BY KEVIN NANCE | FOR SUN-TIMES MEDIA

Let’s not go crazy here. David Bowie is nowhere near the most important Britpop star of the 20th century. It’s hard to think of a single track he ever recorded that approaches the genius of, say, any of the best couple dozen John Lennon or Paul McCartney tunes. As a performer, he got decent mileage out of the contrast between his big voice and his reedy figure, but Mick Jagger thrashed him in that department. He lacked the easygoing populism of Elton John and the sheer lung power of George Michael. He was beautiful in an androgynous, ethereal way, but oddly asexual. And his stylized, occasionally spastic dancing probably had more influence on Rick Astley than on the culture at large.
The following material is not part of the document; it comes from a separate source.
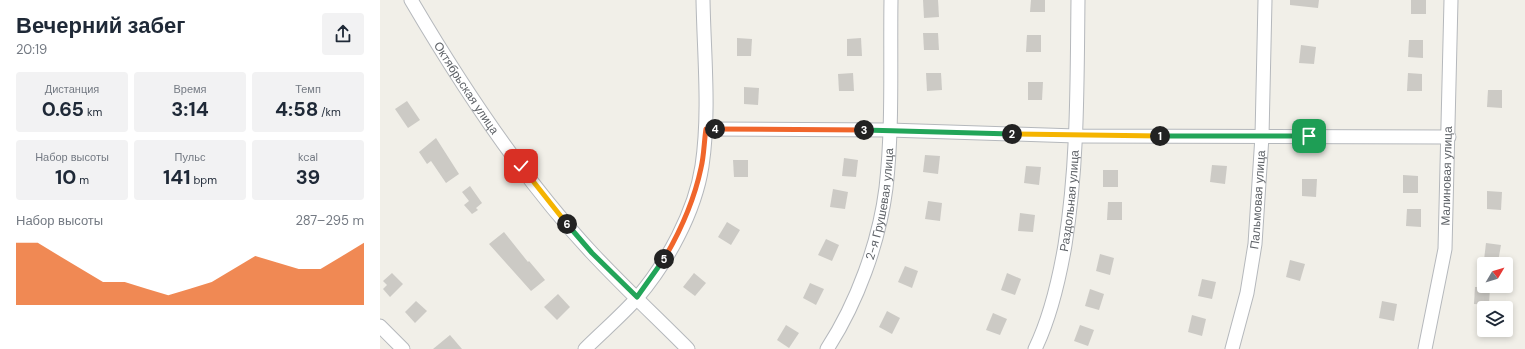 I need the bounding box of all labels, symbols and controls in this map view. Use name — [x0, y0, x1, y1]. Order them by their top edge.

But “David Bowie Is,” the massive and massively entertaining multimedia exhibition that opens to the public on Tuesday at Chicago’s Museum of Contemporary Art, makes a persuasive case for Bowie as the century’s brainiest, most self-aware and most wildly theatrical showman. Inspired by literature (he was obsessed for decades with “1984” by George Orwell), movies (Fritz Lang’s “Metropolis” and Stanley Kubrick’s “2001: A Space Odyssey” and “A Clockwork Orange” were touchstones), modern and contemporary art, avant-garde fashion, Japanese pop culture and especially theater from Kabuki and mime to Brecht and Weimar-era cabaret, Bowie turned his stage shows into wittily referential, highly conceptual dramas in which the visual was equal if not superior to the aural.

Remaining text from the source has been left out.